*** Opening SOURCE MATERIAL ***

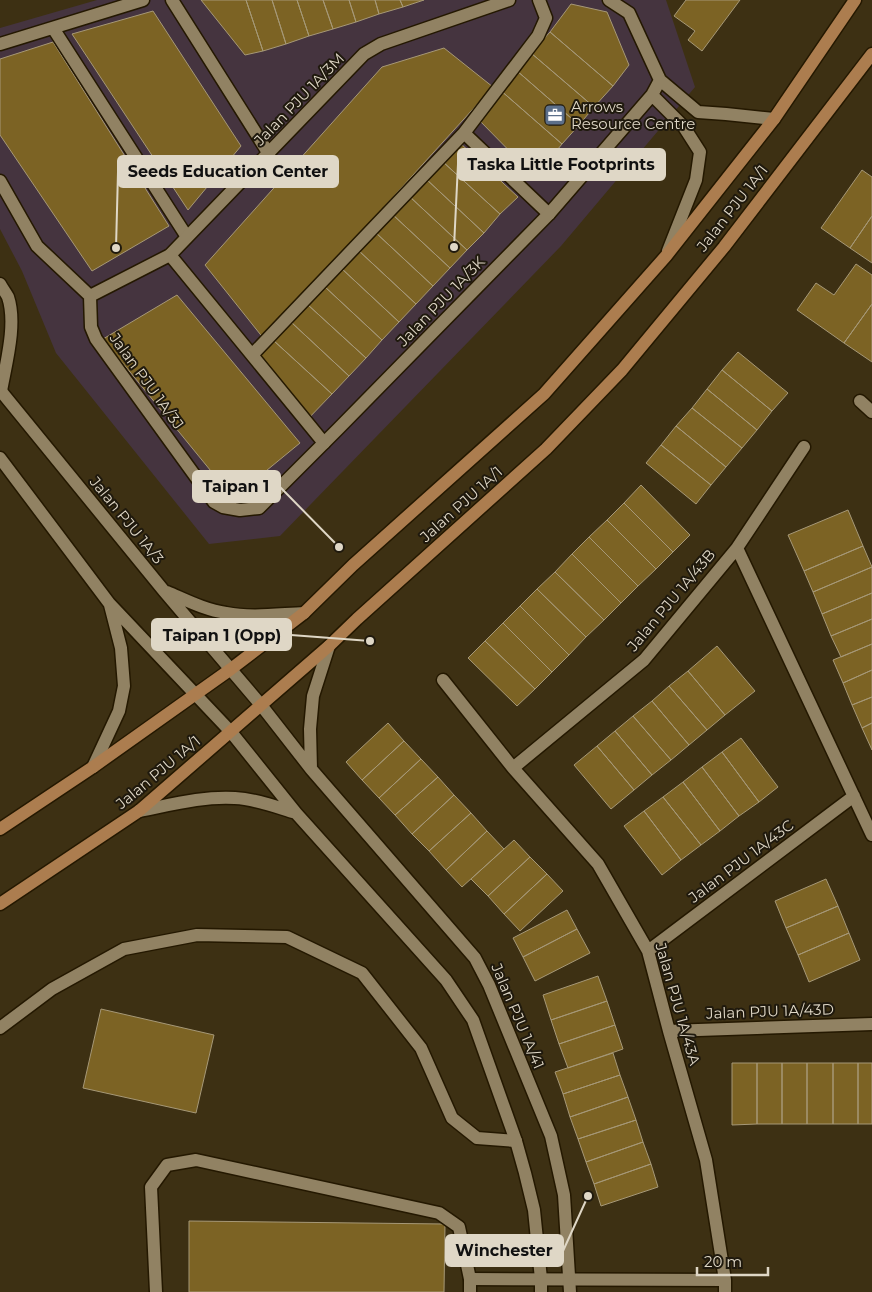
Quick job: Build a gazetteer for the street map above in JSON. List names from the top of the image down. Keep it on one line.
{"streets":{"main road":["Jalan PJU 1A/1"],"street":["Jalan PJU 1A/3M","Jalan PJU 1A/3K","Jalan PJU 1A/3J","Jalan PJU 1A/3","Jalan PJU 1A/43B","Jalan PJU 1A/43C","Jalan PJU 1A/43A","Jalan PJU 1A/43D","Jalan PJU 1A/41"]},"crossings":[["Jalan PJU 1A/3M","Jalan PJU 1A/3J"],["Jalan PJU 1A/1","Jalan PJU 1A/3"],["Jalan PJU 1A/1","Jalan PJU 1A/41"],["Jalan PJU 1A/3K","Jalan PJU 1A/3J"],["Jalan PJU 1A/3","Jalan PJU 1A/41"],["Jalan PJU 1A/43B","Jalan PJU 1A/43A"],["Jalan PJU 1A/43C","Jalan PJU 1A/43A"],["Jalan PJU 1A/43A","Jalan PJU 1A/43D"]],"places":{"office":["Arrows Resource Centre"],"other":["Taska Little Footprints","Seeds Education Center","Taipan 1","Taipan 1 (Opp)","Winchester"]},"scale_bar":"20 m"}
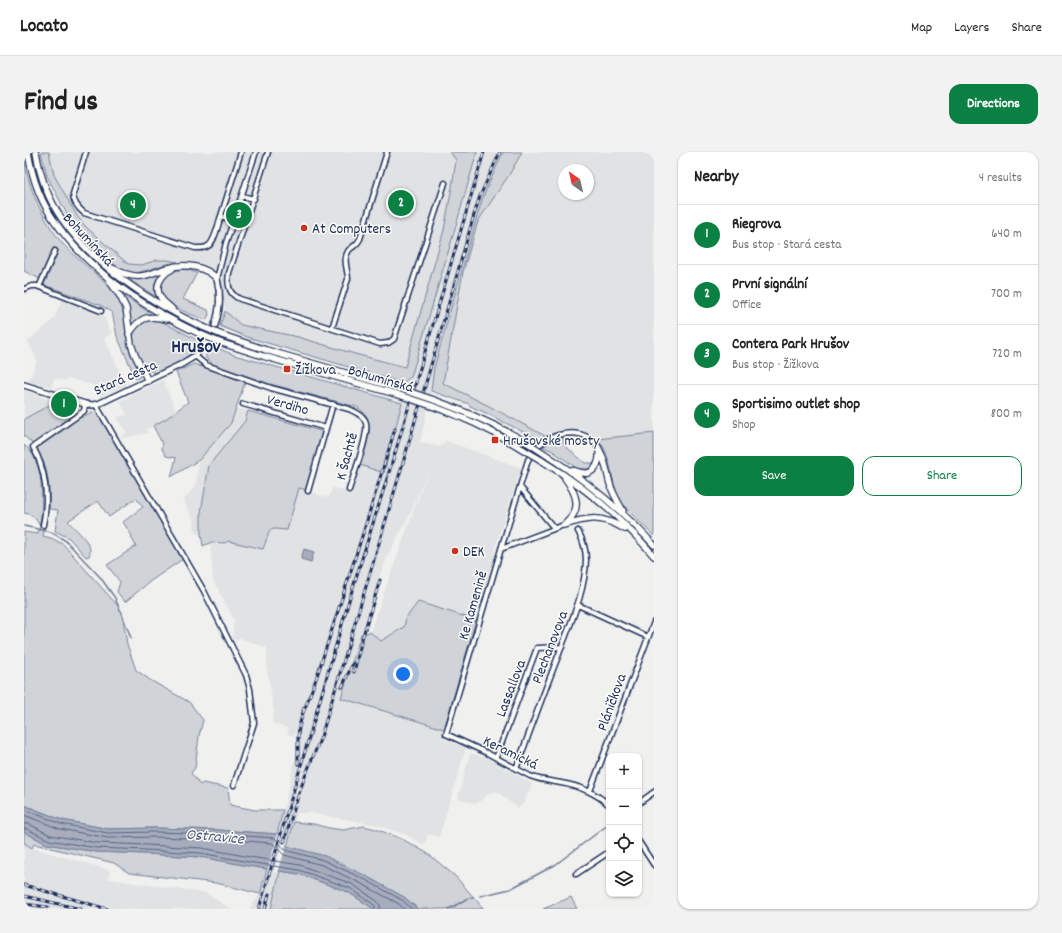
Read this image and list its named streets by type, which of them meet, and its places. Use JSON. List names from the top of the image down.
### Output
{
  "streets": {
    "main road": ["Bohumínská"],
    "street": [
      "Stará cesta",
      "Verdiho",
      "K Šachtě",
      "Ke Kamenině",
      "Plechanovova",
      "Lassallova",
      "Pláničkova",
      "Keramická"
    ]
  },
  "crossings": [
    ["Stará cesta", "K Šachtě"],
    ["Verdiho", "K Šachtě"],
    ["Ke Kamenině", "Keramická"],
    ["Plechanovova", "Lassallova"],
    ["Plechanovova", "Keramická"],
    ["Lassallova", "Keramická"],
    ["Pláničkova", "Keramická"]
  ],
  "districts": ["Hrušov"],
  "water": ["Ostravice"],
  "places": {
    "other": ["At Computers", "DEK"],
    "transit": ["Žižkova", "Hrušovské mosty"]
  },
  "north": "top left",
  "page": {
    "header": "Locato",
    "nav": ["Map", "Layers", "Share"],
    "title": "Find us",
    "buttons": [
      "Directions",
      ["Save", "Share"]
    ],
    "heading": ["Nearby", "4 results"],
    "pins": [
      "2",
      "4",
      "3",
      "1"
    ],
    "list": [
      {
        "mark": "1",
        "name": "Riegrova",
        "note": "Bus stop · Stará cesta",
        "value": "640 m"
      },
      {
        "mark": "2",
        "name": "První signální",
        "note": "Office",
        "value": "700 m"
      },
      {
        "mark": "3",
        "name": "Contera Park Hrušov",
        "note": "Bus stop · Žižkova",
        "value": "720 m"
      },
      {
        "mark": "4",
        "name": "Sportisimo outlet shop",
        "note": "Shop",
        "value": "800 m"
      }
    ],
    "map_buttons": ["+", "−"]
  }
}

*** Closing SOURCE MATERIAL ***

## WHAT THE TASK REQUIRES
Exclude the pictures, then retype every record exactly.

## TASK RESULT
Quick job: Build a gazetteer for the street map above in JSON. List names from the top of the image down. Keep it on one line.
{"streets":{"main road":["Jalan PJU 1A/1"],"street":["Jalan PJU 1A/3M","Jalan PJU 1A/3K","Jalan PJU 1A/3J","Jalan PJU 1A/3","Jalan PJU 1A/43B","Jalan PJU 1A/43C","Jalan PJU 1A/43A","Jalan PJU 1A/43D","Jalan PJU 1A/41"]},"crossings":[["Jalan PJU 1A/3M","Jalan PJU 1A/3J"],["Jalan PJU 1A/1","Jalan PJU 1A/3"],["Jalan PJU 1A/1","Jalan PJU 1A/41"],["Jalan PJU 1A/3K","Jalan PJU 1A/3J"],["Jalan PJU 1A/3","Jalan PJU 1A/41"],["Jalan PJU 1A/43B","Jalan PJU 1A/43A"],["Jalan PJU 1A/43C","Jalan PJU 1A/43A"],["Jalan PJU 1A/43A","Jalan PJU 1A/43D"]],"places":{"office":["Arrows Resource Centre"],"other":["Taska Little Footprints","Seeds Education Center","Taipan 1","Taipan 1 (Opp)","Winchester"]},"scale_bar":"20 m"}
Read this image and list its named streets by type, which of them meet, and its places. Use JSON. List names from the top of the image down.
### Output
{
  "streets": {
    "main road": ["Bohumínská"],
    "street": [
      "Stará cesta",
      "Verdiho",
      "K Šachtě",
      "Ke Kamenině",
      "Plechanovova",
      "Lassallova",
      "Pláničkova",
      "Keramická"
    ]
  },
  "crossings": [
    ["Stará cesta", "K Šachtě"],
    ["Verdiho", "K Šachtě"],
    ["Ke Kamenině", "Keramická"],
    ["Plechanovova", "Lassallova"],
    ["Plechanovova", "Keramická"],
    ["Lassallova", "Keramická"],
    ["Pláničkova", "Keramická"]
  ],
  "districts": ["Hrušov"],
  "water": ["Ostravice"],
  "places": {
    "other": ["At Computers", "DEK"],
    "transit": ["Žižkova", "Hrušovské mosty"]
  },
  "north": "top left",
  "page": {
    "header": "Locato",
    "nav": ["Map", "Layers", "Share"],
    "title": "Find us",
    "buttons": [
      "Directions",
      ["Save", "Share"]
    ],
    "heading": ["Nearby", "4 results"],
    "pins": [
      "2",
      "4",
      "3",
      "1"
    ],
    "list": [
      {
        "mark": "1",
        "name": "Riegrova",
        "note": "Bus stop · Stará cesta",
        "value": "640 m"
      },
      {
        "mark": "2",
        "name": "První signální",
        "note": "Office",
        "value": "700 m"
      },
      {
        "mark": "3",
        "name": "Contera Park Hrušov",
        "note": "Bus stop · Žižkova",
        "value": "720 m"
      },
      {
        "mark": "4",
        "name": "Sportisimo outlet shop",
        "note": "Shop",
        "value": "800 m"
      }
    ],
    "map_buttons": ["+", "−"]
  }
}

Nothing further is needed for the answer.